_PROBLEM_
The number of lines below that contain the word "symbols" is all that the answer should hold.

_SUPPLIED RECORDS_
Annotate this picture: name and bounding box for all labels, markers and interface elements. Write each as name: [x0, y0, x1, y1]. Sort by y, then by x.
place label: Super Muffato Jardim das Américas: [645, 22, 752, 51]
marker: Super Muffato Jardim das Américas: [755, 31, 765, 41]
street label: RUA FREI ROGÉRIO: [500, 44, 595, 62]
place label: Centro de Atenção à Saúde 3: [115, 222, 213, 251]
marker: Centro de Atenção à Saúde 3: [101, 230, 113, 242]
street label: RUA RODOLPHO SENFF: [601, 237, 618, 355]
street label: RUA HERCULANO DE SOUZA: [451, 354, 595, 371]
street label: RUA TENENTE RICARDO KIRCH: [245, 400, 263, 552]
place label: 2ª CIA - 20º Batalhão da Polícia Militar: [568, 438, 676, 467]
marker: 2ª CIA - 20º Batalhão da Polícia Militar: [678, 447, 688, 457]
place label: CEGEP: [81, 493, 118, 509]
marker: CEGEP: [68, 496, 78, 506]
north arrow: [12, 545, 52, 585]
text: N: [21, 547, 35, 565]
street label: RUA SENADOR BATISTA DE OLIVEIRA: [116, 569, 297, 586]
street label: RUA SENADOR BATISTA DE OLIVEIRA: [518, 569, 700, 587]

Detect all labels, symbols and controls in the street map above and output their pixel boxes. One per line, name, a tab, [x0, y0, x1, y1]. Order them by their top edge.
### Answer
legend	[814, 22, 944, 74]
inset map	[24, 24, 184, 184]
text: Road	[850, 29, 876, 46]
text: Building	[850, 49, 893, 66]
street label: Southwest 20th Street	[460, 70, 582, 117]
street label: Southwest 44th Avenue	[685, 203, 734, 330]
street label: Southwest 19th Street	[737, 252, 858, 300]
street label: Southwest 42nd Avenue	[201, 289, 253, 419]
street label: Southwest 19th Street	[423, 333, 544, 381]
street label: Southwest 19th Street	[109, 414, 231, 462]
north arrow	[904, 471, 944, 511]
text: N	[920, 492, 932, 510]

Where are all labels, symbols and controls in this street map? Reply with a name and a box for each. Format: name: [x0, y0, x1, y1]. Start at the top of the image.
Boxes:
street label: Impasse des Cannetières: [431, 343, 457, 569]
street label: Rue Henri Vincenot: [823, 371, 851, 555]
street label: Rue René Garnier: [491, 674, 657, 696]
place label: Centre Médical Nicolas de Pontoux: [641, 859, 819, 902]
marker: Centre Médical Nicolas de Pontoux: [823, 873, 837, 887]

_SOLUTION_
2